The high long vowels are the most stable among the Meskangela dialects (with "ū" fronting to [y(ː)] only in the Inner Eastern variety), while the mid vowel group is the most variable. Eastern and Southern varieties exhibit metaphony affecting both short and long vowels to a different degree. The short vowels in the Southern dialect are frequently affected by syncope, thus creating new vowel contrasts.
Consonants
Labial | Dental | Alveolar | Palatal | Velar | Glottal | |||||||
---|---|---|---|---|---|---|---|---|---|---|---|---|
plain | labialised | plain | palatalised | labialised | plain | palatalised | labialised | |||||
Nasal | m | n | nʷ | ɲ | ŋ | ŋʷ | ||||||
Plosive | aspirated | (pʰ) | tʰ | tʷʰ | t͡sʰ | t͡ɕʰ | t͡sʷʰ | kʰ | kʲʰ | kʷʰ | ||
tenuis | p | t | tʷ | t͡s | t͡ɕ | t͡sʷ | k | kʲ | kʷ | |||
Fricative | θ | θʷ | s | ɕ | sʷ | h~ɦ | ||||||
Approximant | Voiceless | l̥ | ʎ̥ | l̥ʷ | ||||||||
Voiced | β~ʋ | ð̞ | d͡ʒʷ~r̝ʷ | l | ʎ | lʷ | j | ɣ̞ | ɥ | w | ||
Trill | Voiceless | r̥ | r̥ʲ | r̥ʷ | ||||||||
Voiced | r | rʲ | rʷ |
- The exact value of a phoneme, denoted with the character "རྲ" is uncertain. It was likely a voiced affricate /d͡ʒʷ/ or a fricative /r̝ʷ/ (considering that it is represented with a modified letter "r") during the classical period. In later dialects it became [pʰ], [r], [θ] or [ʃ].
- /pʰ/ was a marginal phoneme in Classical Meskangela, it became more common in the Western dialects and disappeared in Southern Meskangela.

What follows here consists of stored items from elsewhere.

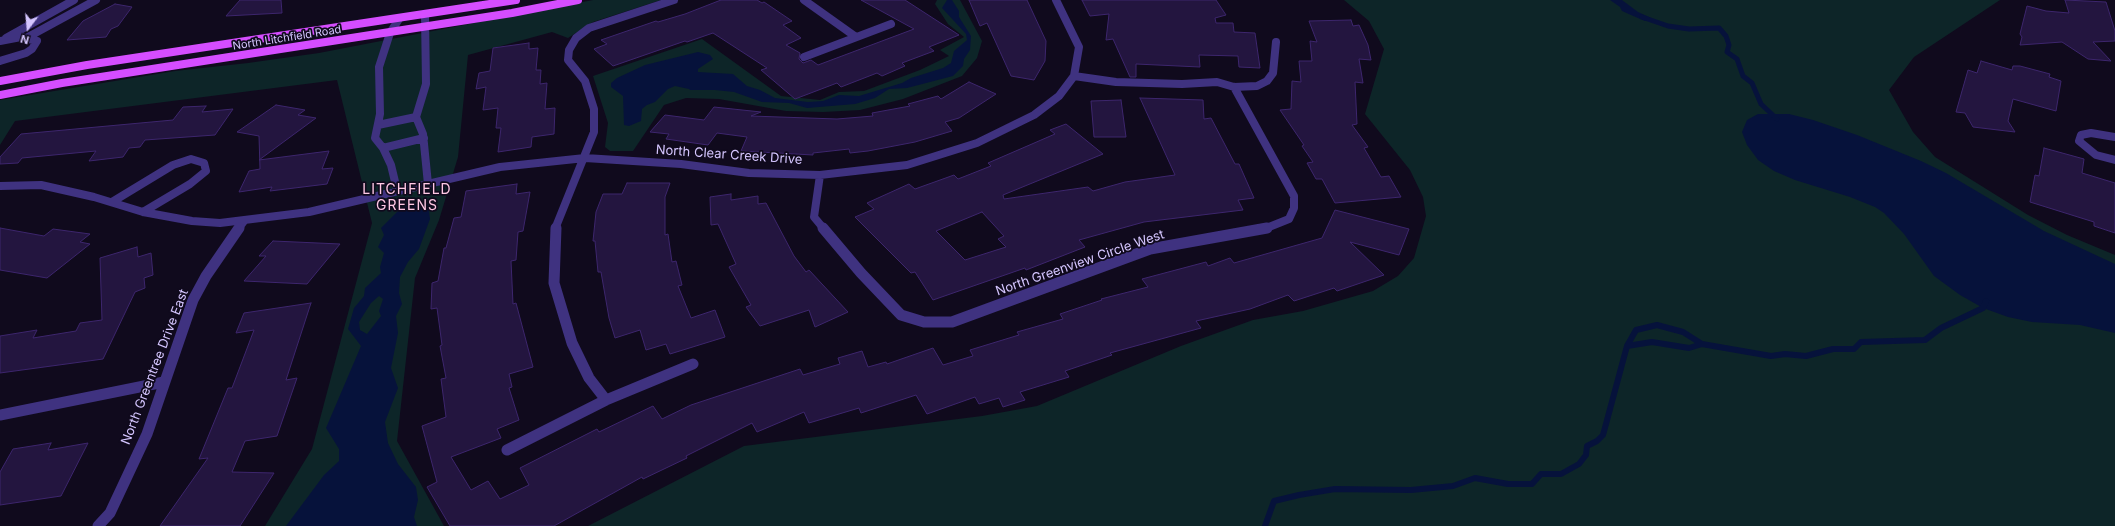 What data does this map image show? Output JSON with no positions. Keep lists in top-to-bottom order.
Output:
{
  "streets": {
    "main road": ["North Litchfield Road"],
    "street": ["North Clear Creek Drive", "North Greenview Circle West", "North Greentree Drive East"]
  },
  "crossings": [
    ["North Clear Creek Drive", "North Greenview Circle West"],
    ["North Clear Creek Drive", "North Greentree Drive East"]
  ],
  "districts": ["LITCHFIELD GREENS"],
  "north": "bottom"
}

- /ɥ/ was a separate phoneme in Old Meskangela and had remained distinct from /j/ at least by the early classical period. In dialects with metaphony it likely survived longer, resulting in the rounding of preceding vowels.

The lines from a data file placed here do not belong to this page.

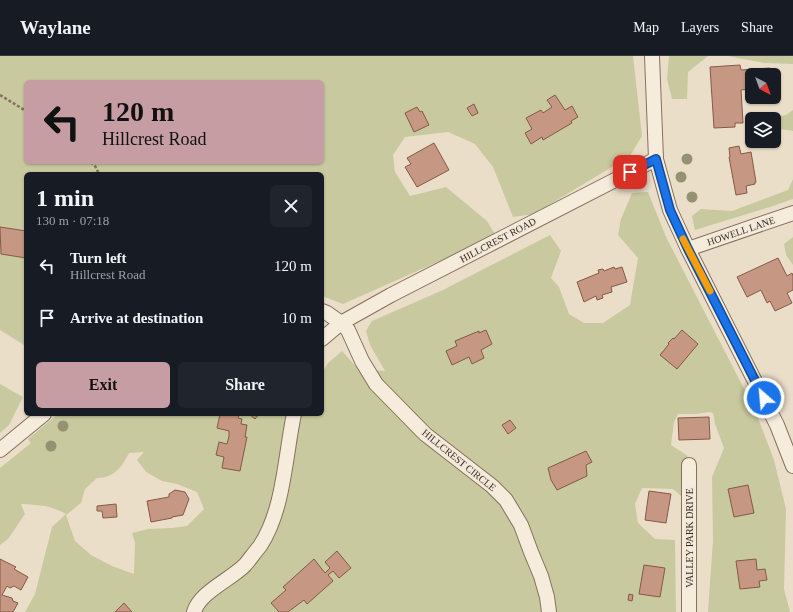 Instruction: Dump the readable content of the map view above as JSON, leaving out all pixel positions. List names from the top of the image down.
{
  "streets": {
    "street": [
      "HOWELL LANE",
      "HILLCREST ROAD",
      "HILLCREST CIRCLE",
      "VALLEY PARK DRIVE"
    ]
  },
  "crossings": [
    ["HILLCREST ROAD", "HILLCREST CIRCLE"]
  ],
  "north": "bottom right",
  "page": {
    "header": "Waylane",
    "nav": ["Map", "Layers", "Share"],
    "turn": ["120 m", "Hillcrest Road"],
    "heading": ["1 min", "130 m · 07:18"],
    "list": [
      {
        "name": "Turn left",
        "note": "Hillcrest Road",
        "value": "120 m"
      },
      {
        "name": "Arrive at destination",
        "value": "10 m"
      }
    ],
    "buttons": ["Exit", "Share"]
  }
} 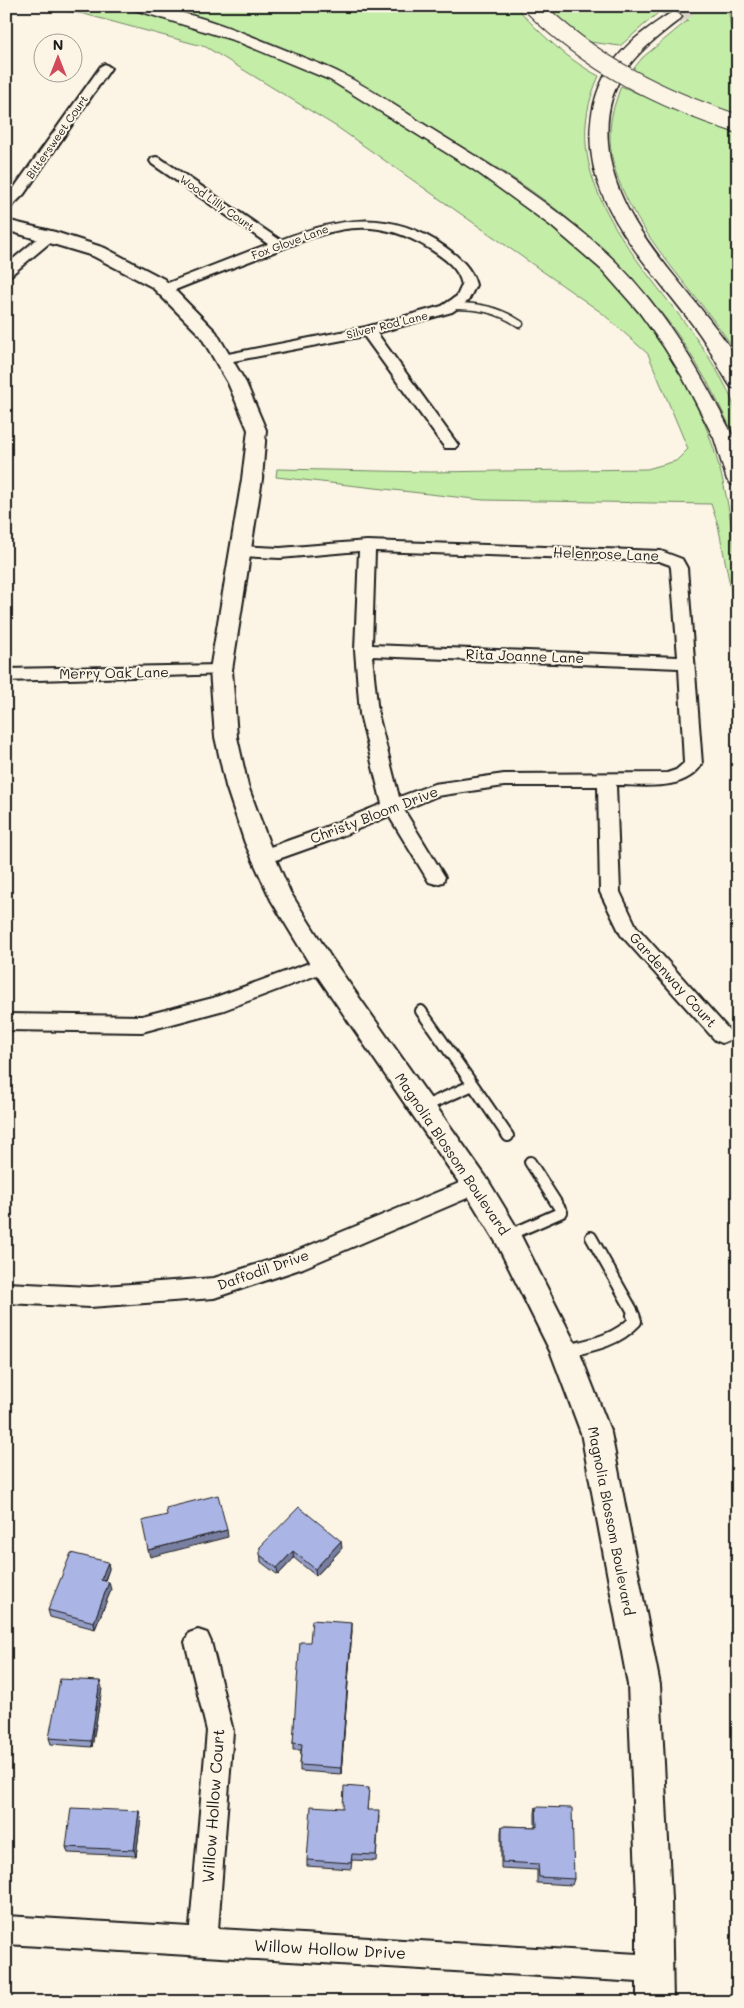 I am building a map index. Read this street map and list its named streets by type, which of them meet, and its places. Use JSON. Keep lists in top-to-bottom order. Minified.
{"streets":{"street":["Bittersweet Court","Wood Lilly Court","Fox Glove Lane","Silver Rod Lane","Helenrose Lane","Rita Joanne Lane","Merry Oak Lane","Christy Bloom Drive","Gardenway Court","Magnolia Blossom Boulevard","Daffodil Drive","Willow Hollow Court","Willow Hollow Drive"]},"crossings":[["Wood Lilly Court","Fox Glove Lane"],["Fox Glove Lane","Silver Rod Lane"],["Fox Glove Lane","Magnolia Blossom Boulevard"],["Silver Rod Lane","Magnolia Blossom Boulevard"],["Helenrose Lane","Rita Joanne Lane"],["Helenrose Lane","Christy Bloom Drive"],["Helenrose Lane","Gardenway Court"],["Helenrose Lane","Magnolia Blossom Boulevard"],["Merry Oak Lane","Magnolia Blossom Boulevard"],["Christy Bloom Drive","Gardenway Court"],["Christy Bloom Drive","Magnolia Blossom Boulevard"],["Magnolia Blossom Boulevard","Daffodil Drive"],["Magnolia Blossom Boulevard","Willow Hollow Drive"],["Willow Hollow Court","Willow Hollow Drive"]],"north":"top"}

- The /s/ series likely had an aspirated allophone [sʰ] word-initially and between vowels. In the Eastern dialects it debuccalised to [ɦ] and had likely been pronounced this was already by the classical period.
- The consonant /β/ was a separate phoneme from /w/ in Old Meskangela, but both merged into /w/ by early Classical period at least in writing, both being represented with "བ". The Southern dialects, however, preserved the distinction with /β/ becoming [b] initially and /w/ medially and the original /w/ disappearing: S. ē “to be” ← C. wai “to become”, but S. bē “to give” ← C. bëjan.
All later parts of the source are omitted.